For more details, see the [uv publishing guide](https://docs.astral.sh/uv/guides/package/).


## 📑 Citation

If you find VGGSounder useful for your research and applications, please consider citing us using this BibTeX:

```bibtex
@article{zverevwiedemer2025vggsounder,
  author    = {Daniil Zverev, Thaddäus Wiedemer, Ameya Prabhu, Matthias Bethge, Wieland Brendel, A. Sophia Koepke},
  title     = {VGGSounder: Audio-Visual Evaluations for Foundation Models},
  year      = {2025},
}
```

## ❤️ Acknowledgement
The authors would like to thank [Felix Förster](https://www.linkedin.com/in/felix-f%C3%B6rster-316010235/?trk=public_profile_browsemap&originalSubdomain=de), [Sayak Mallick](https://scholar.google.fr/citations?user=L_0KSXUAAAAJ&hl=en), and [Prasanna Mayilvahananan](https://scholar.google.fr/citations?user=3xq1YcYAAAAJ&hl=en) for their help with data annotation, as well as [Thomas Klein](https://scholar.google.de/citations?user=3WfC0yMAAAAJ&hl=en) and [Shyamgopal Karthik](https://scholar.google.co.in/citations?user=OiVCfscAAAAJ&hl=en) for their help in setting up MTurk.
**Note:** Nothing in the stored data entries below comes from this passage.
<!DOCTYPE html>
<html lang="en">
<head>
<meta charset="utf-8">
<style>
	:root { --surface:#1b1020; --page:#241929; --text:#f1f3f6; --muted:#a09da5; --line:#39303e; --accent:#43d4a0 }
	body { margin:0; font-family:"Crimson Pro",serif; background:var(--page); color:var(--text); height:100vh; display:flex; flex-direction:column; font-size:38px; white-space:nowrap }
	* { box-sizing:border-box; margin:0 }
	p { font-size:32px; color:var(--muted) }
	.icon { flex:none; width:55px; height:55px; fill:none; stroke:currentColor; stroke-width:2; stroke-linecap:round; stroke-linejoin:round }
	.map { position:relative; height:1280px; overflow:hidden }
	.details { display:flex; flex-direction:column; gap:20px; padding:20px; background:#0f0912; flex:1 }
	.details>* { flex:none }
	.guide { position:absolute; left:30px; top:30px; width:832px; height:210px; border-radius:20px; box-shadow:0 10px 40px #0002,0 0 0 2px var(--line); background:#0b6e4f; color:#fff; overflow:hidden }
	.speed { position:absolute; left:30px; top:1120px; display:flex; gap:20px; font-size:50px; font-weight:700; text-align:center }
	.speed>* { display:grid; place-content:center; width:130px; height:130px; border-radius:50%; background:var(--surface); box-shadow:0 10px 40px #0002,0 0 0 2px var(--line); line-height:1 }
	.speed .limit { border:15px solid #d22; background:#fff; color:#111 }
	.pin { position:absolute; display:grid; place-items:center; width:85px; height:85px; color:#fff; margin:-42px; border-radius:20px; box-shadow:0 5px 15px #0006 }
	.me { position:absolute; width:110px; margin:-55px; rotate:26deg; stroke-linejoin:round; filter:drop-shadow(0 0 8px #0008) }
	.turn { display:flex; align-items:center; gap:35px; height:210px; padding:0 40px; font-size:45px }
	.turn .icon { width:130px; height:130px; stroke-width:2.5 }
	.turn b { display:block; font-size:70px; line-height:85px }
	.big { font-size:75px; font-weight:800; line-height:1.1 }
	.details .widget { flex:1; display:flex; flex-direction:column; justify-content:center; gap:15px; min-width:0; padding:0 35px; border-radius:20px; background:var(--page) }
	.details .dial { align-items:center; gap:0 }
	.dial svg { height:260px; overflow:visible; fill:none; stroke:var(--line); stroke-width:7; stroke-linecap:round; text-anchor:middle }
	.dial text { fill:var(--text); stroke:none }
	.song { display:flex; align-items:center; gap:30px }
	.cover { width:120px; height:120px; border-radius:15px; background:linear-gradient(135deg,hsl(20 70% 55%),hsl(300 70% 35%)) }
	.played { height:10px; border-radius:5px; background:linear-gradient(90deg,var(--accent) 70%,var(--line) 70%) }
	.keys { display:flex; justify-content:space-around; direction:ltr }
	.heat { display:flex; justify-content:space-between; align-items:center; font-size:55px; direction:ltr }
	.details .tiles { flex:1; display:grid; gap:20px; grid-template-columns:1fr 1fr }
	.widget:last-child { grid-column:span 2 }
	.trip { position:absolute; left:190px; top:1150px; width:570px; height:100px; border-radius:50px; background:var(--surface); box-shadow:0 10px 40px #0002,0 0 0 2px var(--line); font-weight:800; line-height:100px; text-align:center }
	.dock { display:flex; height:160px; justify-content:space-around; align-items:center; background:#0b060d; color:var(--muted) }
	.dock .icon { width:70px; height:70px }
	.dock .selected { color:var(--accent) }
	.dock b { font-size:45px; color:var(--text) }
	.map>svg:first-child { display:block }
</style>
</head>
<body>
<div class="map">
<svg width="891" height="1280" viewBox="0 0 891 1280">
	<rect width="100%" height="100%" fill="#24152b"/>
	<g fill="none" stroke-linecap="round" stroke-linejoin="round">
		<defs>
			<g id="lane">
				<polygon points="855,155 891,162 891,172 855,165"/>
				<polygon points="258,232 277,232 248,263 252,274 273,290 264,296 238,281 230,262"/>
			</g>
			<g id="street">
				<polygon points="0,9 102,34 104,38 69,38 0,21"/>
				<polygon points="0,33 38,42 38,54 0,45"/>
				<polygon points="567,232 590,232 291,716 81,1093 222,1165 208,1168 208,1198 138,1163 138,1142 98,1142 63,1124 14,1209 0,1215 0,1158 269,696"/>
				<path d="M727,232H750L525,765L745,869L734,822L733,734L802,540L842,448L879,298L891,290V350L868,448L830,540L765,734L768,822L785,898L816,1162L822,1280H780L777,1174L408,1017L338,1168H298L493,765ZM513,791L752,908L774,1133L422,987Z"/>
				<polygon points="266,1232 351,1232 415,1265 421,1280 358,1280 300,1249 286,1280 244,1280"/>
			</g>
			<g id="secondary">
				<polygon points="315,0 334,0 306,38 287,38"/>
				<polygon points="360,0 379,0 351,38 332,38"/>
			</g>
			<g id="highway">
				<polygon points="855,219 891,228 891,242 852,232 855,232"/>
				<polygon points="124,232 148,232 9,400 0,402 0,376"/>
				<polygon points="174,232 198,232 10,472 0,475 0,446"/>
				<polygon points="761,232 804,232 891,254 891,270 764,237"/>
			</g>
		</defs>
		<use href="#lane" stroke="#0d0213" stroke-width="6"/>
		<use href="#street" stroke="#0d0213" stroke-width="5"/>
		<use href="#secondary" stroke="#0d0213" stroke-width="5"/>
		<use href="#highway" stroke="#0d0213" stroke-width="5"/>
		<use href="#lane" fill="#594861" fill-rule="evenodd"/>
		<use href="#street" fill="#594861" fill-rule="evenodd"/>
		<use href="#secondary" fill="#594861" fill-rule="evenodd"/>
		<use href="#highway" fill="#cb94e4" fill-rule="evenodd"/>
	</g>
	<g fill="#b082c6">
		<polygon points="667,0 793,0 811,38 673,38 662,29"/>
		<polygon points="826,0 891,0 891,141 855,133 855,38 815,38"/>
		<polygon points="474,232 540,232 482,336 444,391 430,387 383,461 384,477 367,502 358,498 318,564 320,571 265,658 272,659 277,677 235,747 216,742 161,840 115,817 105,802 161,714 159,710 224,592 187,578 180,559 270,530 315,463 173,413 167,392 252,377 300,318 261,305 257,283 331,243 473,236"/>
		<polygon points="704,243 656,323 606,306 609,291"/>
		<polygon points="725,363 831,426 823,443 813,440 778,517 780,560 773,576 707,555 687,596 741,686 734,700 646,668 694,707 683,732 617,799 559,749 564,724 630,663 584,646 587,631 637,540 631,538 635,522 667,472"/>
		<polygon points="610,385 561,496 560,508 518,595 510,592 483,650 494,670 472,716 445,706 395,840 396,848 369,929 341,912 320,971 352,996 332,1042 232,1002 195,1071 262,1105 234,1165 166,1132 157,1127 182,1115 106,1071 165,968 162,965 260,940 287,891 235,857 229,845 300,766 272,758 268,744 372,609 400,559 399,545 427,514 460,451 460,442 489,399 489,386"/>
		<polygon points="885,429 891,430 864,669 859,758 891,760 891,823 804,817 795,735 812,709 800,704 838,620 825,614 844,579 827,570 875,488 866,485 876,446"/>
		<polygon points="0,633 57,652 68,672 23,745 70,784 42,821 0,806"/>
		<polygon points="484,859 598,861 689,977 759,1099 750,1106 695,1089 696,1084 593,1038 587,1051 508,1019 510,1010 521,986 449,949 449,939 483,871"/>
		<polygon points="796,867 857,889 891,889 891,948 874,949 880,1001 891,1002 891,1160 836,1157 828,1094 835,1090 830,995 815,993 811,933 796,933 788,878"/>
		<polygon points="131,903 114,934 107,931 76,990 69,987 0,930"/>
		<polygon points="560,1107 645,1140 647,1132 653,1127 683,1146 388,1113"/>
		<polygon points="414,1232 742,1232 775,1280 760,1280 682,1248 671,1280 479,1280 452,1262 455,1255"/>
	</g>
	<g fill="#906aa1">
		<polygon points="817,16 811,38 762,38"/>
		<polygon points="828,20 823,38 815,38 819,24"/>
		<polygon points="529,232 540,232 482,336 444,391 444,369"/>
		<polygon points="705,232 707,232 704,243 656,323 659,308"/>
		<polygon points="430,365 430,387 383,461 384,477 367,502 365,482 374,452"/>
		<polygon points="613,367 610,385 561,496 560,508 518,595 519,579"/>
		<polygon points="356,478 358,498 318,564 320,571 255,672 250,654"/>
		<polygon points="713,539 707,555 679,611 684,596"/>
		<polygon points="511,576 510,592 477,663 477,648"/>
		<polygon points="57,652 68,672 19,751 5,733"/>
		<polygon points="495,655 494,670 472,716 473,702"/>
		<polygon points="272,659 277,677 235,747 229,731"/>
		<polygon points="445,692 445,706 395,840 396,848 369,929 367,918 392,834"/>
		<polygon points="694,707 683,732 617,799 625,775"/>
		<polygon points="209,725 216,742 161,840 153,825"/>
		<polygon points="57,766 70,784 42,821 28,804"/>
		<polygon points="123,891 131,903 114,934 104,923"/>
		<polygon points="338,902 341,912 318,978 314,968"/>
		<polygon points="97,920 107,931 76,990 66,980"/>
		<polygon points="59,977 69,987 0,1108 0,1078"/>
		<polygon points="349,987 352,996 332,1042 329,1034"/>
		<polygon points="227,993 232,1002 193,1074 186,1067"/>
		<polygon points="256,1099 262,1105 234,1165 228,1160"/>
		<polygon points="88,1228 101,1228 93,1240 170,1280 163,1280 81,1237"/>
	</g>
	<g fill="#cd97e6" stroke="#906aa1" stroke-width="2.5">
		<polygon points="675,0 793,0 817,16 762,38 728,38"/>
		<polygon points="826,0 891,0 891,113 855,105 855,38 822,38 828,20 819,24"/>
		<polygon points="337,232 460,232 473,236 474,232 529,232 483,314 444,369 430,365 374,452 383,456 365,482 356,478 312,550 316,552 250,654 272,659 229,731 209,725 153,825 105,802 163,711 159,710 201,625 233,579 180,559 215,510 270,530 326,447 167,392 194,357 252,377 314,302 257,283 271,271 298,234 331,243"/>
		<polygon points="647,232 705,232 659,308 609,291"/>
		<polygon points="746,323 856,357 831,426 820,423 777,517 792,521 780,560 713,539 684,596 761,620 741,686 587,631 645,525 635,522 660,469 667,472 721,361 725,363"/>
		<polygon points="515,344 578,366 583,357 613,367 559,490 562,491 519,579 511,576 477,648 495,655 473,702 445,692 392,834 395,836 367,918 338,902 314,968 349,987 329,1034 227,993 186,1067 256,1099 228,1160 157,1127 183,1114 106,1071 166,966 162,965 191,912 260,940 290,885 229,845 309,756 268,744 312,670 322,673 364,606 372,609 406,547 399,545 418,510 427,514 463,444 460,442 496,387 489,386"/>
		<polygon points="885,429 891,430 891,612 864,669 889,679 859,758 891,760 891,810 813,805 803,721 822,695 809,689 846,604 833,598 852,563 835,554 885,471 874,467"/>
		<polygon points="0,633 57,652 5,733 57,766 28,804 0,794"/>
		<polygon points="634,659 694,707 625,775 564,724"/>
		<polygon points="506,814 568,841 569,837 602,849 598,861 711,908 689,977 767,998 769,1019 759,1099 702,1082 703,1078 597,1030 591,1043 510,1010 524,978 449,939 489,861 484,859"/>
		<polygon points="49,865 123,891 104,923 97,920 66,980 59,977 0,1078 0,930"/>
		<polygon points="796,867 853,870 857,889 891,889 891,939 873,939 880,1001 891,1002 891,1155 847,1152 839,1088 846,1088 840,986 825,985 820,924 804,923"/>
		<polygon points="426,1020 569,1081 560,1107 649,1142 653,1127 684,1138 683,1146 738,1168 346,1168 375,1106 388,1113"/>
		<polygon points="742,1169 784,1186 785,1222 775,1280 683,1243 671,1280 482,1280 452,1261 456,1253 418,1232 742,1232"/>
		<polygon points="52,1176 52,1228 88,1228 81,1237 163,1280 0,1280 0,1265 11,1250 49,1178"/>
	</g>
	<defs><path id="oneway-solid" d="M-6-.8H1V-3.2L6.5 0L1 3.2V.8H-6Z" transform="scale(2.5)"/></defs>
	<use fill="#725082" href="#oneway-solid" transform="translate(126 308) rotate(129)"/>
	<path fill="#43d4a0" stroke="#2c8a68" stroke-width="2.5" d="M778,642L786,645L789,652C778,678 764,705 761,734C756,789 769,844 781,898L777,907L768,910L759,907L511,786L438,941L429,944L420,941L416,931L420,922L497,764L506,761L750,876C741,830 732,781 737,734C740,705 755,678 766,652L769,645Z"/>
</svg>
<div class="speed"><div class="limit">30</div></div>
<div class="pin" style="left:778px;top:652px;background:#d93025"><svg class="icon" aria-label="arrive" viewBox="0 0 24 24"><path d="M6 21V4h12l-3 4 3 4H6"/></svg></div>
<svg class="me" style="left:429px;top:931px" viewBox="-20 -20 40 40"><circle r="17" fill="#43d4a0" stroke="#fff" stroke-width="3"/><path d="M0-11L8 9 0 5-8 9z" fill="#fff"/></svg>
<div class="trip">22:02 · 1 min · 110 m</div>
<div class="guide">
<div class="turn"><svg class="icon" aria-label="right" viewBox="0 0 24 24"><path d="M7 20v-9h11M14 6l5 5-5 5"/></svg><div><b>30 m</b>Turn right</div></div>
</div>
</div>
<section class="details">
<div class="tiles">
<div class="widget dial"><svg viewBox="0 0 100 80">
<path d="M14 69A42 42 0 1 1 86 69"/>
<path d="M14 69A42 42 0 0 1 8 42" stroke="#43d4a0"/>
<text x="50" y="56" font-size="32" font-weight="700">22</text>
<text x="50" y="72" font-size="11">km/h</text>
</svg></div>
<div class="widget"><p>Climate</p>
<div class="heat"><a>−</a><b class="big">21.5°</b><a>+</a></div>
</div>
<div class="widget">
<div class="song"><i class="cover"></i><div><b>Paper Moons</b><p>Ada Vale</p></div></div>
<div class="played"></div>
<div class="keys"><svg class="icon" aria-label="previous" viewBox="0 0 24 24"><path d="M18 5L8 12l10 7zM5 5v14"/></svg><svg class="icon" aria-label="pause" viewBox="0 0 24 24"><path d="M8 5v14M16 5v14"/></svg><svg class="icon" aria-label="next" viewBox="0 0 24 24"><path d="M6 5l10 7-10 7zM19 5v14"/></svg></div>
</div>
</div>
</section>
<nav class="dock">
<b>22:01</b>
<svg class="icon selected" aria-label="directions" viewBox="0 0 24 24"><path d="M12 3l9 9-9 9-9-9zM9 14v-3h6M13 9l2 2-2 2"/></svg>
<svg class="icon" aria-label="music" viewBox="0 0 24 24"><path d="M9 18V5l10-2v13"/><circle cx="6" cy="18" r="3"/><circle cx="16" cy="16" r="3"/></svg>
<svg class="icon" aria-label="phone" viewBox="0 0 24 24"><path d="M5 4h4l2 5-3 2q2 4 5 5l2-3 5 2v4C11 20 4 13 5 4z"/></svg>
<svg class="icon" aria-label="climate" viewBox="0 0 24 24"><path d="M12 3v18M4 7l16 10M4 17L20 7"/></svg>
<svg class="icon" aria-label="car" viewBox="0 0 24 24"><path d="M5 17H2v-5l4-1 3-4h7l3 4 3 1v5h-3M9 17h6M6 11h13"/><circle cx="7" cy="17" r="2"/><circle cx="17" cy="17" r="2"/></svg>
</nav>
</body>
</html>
They also thank numerous MTurk workers for labelling. This work was in part supported by the [BMBF](https://www.bmbf.de/DE/Home/home_node.html) (FKZ: 01IS24060, 01I524085B), the [DFG](https://www.dfg.de/) (SFB 1233, TP A1, project number: 276693517), and the [Open Philanthropy Foundation](https://www.openphilanthropy.org/) funded by the [Good Ventures Foundation](https://www.goodventures.org/). The authors thank the IMPRS-IS for supporting TW.


## 👮 License

This project is released under the Apache 2.0 license as found in the LICENSE file. Please get in touch with us if you find any potential violations.